My answer is actually a follow-up to Tom Harrington’s after I saw his tweet…

The question was how to store a single entity, in this case a password, using Core Data. Tom’s answer was to not use Core Data at all because its bad design. I completely agree with this. My followup answer was to use Keychain, which is the correct approach.

Passwords are very special data which demand special attention. Storing a password as clear-text in any type of database or storage scheme is a security flaw. If the platform you’re developing for has a well tested and secure way to store a password, use it. For iOS that means using Keychain.

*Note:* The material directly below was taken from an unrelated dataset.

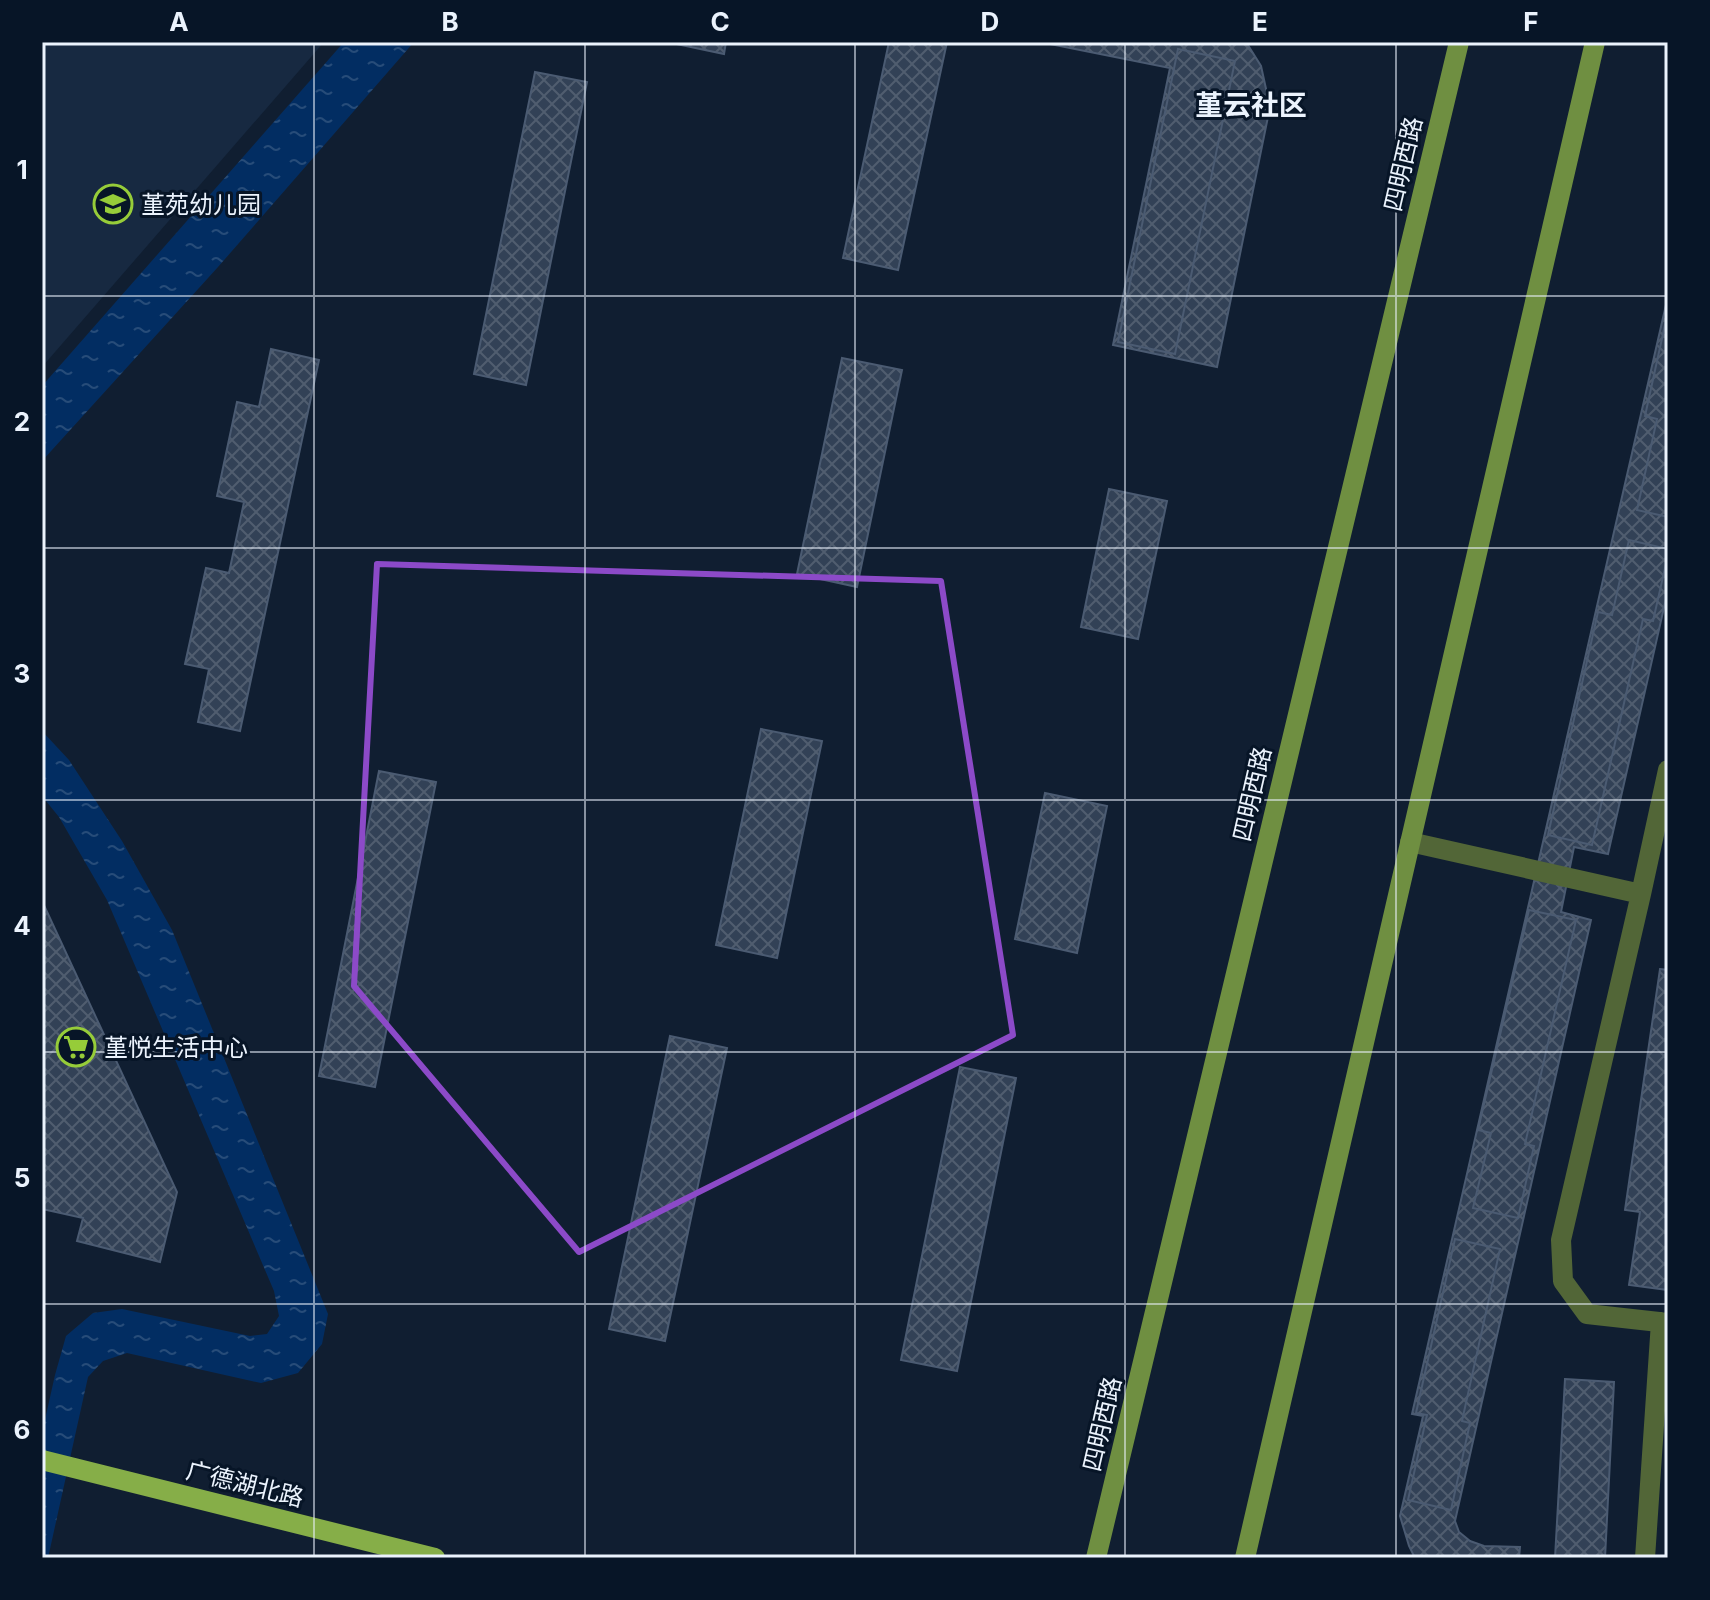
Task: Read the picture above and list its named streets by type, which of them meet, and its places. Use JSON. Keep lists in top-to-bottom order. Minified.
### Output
{"streets":{"main road":["四明西路","广德湖北路"]},"districts":["堇云社区"],"places":{"school or university":["堇苑幼儿园"],"supermarket":["堇悦生活中心"]},"grid":{"columns":["A","B","C","D","E","F"],"rows":["1","2","3","4","5","6"]}}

Keychain can be difficult and intimidating to new iOS developers. I believe that’s why some decide to forgo it and instead use things like Core Data or NSUserDefaults. That’s where Buzz Andersen’s STKeychain comes in. Its open source, free to use without restrictions and most importantly tested and used by many iOS apps. Its solid code that makes interfacing with Keychain really simple.

I’ve also used Keychain to do two factor authentication with digital certificates. The code from my 360|iDev session is probably a bit outdated but the concepts are the same.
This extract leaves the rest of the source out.